▶ Task to complete
Once you find the line that contains "Describe the map", write out that line and every line after it to the end of the records, exactly and with nothing else.

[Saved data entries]
=-=-=-=-=
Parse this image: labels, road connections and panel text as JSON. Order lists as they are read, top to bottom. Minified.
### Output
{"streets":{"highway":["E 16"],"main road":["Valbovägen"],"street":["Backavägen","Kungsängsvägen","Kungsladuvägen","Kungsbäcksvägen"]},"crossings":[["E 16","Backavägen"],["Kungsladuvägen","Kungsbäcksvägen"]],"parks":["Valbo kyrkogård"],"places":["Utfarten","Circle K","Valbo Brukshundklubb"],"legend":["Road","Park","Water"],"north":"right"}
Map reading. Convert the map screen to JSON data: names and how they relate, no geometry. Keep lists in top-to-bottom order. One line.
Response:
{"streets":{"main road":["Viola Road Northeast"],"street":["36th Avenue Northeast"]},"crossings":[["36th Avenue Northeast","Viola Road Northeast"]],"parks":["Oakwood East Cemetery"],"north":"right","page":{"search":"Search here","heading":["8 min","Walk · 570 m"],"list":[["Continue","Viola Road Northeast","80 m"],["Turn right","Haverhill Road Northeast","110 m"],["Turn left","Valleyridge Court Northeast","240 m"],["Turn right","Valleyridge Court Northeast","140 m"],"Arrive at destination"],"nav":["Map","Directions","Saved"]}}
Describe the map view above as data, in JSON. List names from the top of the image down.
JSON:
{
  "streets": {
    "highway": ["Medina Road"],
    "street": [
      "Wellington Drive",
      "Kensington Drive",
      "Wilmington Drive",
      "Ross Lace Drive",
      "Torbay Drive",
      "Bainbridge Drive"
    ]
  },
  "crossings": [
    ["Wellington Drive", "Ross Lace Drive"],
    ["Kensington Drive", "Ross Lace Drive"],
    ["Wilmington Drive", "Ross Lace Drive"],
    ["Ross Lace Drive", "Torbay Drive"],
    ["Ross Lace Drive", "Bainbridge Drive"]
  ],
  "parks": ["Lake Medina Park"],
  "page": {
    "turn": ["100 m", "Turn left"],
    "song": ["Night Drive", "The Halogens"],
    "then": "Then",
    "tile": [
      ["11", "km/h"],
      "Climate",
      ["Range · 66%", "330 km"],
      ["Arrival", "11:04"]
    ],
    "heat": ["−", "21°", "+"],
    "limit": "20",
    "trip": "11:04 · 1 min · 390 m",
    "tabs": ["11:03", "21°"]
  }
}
=-=-=-=-=
▶ Exercise answer
Describe the map view above as data, in JSON. List names from the top of the image down.
JSON:
{
  "streets": {
    "highway": ["Medina Road"],
    "street": [
      "Wellington Drive",
      "Kensington Drive",
      "Wilmington Drive",
      "Ross Lace Drive",
      "Torbay Drive",
      "Bainbridge Drive"
    ]
  },
  "crossings": [
    ["Wellington Drive", "Ross Lace Drive"],
    ["Kensington Drive", "Ross Lace Drive"],
    ["Wilmington Drive", "Ross Lace Drive"],
    ["Ross Lace Drive", "Torbay Drive"],
    ["Ross Lace Drive", "Bainbridge Drive"]
  ],
  "parks": ["Lake Medina Park"],
  "page": {
    "turn": ["100 m", "Turn left"],
    "song": ["Night Drive", "The Halogens"],
    "then": "Then",
    "tile": [
      ["11", "km/h"],
      "Climate",
      ["Range · 66%", "330 km"],
      ["Arrival", "11:04"]
    ],
    "heat": ["−", "21°", "+"],
    "limit": "20",
    "trip": "11:04 · 1 min · 390 m",
    "tabs": ["11:03", "21°"]
  }
}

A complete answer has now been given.